Atalanta: Coppola, Belleri, Carrozzieri, Capelli, Bellini, Ferreira Pinto (33' st Pellegrino), Guarente, Tissone, Langella (6' st
Padoin), Doni (41' st Muslimovic), Floccari. A disp. Forsyth, Manfredini, Defendi, Bernardini. All. Del Neri
Napoli: Iezzo, Cupi (33' pt Bogliacino), Cannavaro, Domizzi, Garics, Blasi, Gargano, Hamsik (14' st Calaiò), Savini, Lavezzi,
Zalayeta (14' st Sosa). A disp. Gianello, Grava, Contini, Montervino. All. Reja
Arbitro: Gervasoni di Mantova
Marcatori: 5' pt Floccari (A), 20' pt Langella (A), 37' pt Doni (A), 2' st Carrozzieri (A), 15' st Sosa (N), 28' st Ferreira Pinto
(A)
Note: ammoniti Blasi, Belleri, Domizzi. Recuperi 2+0.

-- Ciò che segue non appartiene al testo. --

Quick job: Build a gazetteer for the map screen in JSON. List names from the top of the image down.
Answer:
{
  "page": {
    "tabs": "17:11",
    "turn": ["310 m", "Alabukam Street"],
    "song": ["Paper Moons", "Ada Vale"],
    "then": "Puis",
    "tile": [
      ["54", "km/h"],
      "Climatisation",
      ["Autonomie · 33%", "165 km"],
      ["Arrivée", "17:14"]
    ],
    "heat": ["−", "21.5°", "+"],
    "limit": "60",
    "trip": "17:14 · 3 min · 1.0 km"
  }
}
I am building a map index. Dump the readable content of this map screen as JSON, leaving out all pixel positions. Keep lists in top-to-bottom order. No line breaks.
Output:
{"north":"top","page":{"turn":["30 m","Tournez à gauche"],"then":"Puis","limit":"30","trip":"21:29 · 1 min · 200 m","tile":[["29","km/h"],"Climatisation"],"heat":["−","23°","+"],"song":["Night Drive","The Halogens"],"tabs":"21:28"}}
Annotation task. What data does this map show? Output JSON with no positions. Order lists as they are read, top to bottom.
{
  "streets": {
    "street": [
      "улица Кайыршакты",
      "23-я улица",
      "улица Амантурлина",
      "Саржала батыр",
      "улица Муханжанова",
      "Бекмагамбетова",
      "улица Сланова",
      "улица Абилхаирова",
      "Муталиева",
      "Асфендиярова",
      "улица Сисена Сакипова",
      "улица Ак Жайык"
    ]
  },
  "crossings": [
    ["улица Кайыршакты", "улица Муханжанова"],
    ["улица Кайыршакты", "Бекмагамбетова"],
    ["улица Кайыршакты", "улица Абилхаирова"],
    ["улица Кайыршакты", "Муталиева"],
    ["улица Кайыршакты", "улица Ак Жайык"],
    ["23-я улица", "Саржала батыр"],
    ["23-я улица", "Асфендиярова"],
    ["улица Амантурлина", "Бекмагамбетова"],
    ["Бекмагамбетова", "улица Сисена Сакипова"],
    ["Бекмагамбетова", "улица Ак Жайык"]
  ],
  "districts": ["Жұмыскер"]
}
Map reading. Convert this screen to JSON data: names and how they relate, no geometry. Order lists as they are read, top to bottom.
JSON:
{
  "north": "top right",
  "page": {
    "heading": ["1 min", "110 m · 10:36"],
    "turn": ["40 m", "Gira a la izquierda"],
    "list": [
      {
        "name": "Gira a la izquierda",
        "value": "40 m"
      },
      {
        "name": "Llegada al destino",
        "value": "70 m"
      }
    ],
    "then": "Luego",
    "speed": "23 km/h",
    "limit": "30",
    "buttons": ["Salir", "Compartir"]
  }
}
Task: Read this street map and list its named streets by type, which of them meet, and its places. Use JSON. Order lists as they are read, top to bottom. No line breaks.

Eravamo approdati tutti sull’isola dei famosi compresi noi tifosi pari pari come la trasmissione su Rai due programma da pochi giorni terminato, soltanto che quella isola non c’è più e i pochi famosi che c’erano sono stati ridimensionati. La sconfitta umiliante di Bergamo. E’ servito a far tornare nella giusta dimensione e con i piedi ben piantati per terra tutti! Anche chi ha determinato questa situazione facendo generare nell’ambito del clan dei famosi una confusione che sta pregiudicando il tutto. Le schermaglie della settimana ne sono la testimonianza. E’ da tempo che mancano i famosi nella nostra isola, anche chi stava per diventarlo ha rischiato di entrare nella normalità, difficilmente può fare tutto da solo come ci aveva abituato Lavezzi, lui era uno, ma forse anche due potevano seguirlo, visto che attraversavano il periodo di forma e l’impegno, si erano resi famosi prematuramente senza aspettare la loro maturazione. Calciatori che ora sanno di non rimanere fuori dall’isola, qualora non rendano tra questi attuali che tanto famosi non sono, sanno di potersi sistemare altrove. Se ne sta parlando da qualche mese: richieste favolose da parte di club prestigiosi non mancano. Per calciatori che hanno contratti lunghi ma di poca consistenza economica non serve stare tranquilli, è pericoloso, i contratti si sa fanno nascere anche stimoli diversi; un operaio per migliorare la sua posizione economica cerca di fare gli straordinari. Contrariamente sempre per la solita paga fa solo il giusto.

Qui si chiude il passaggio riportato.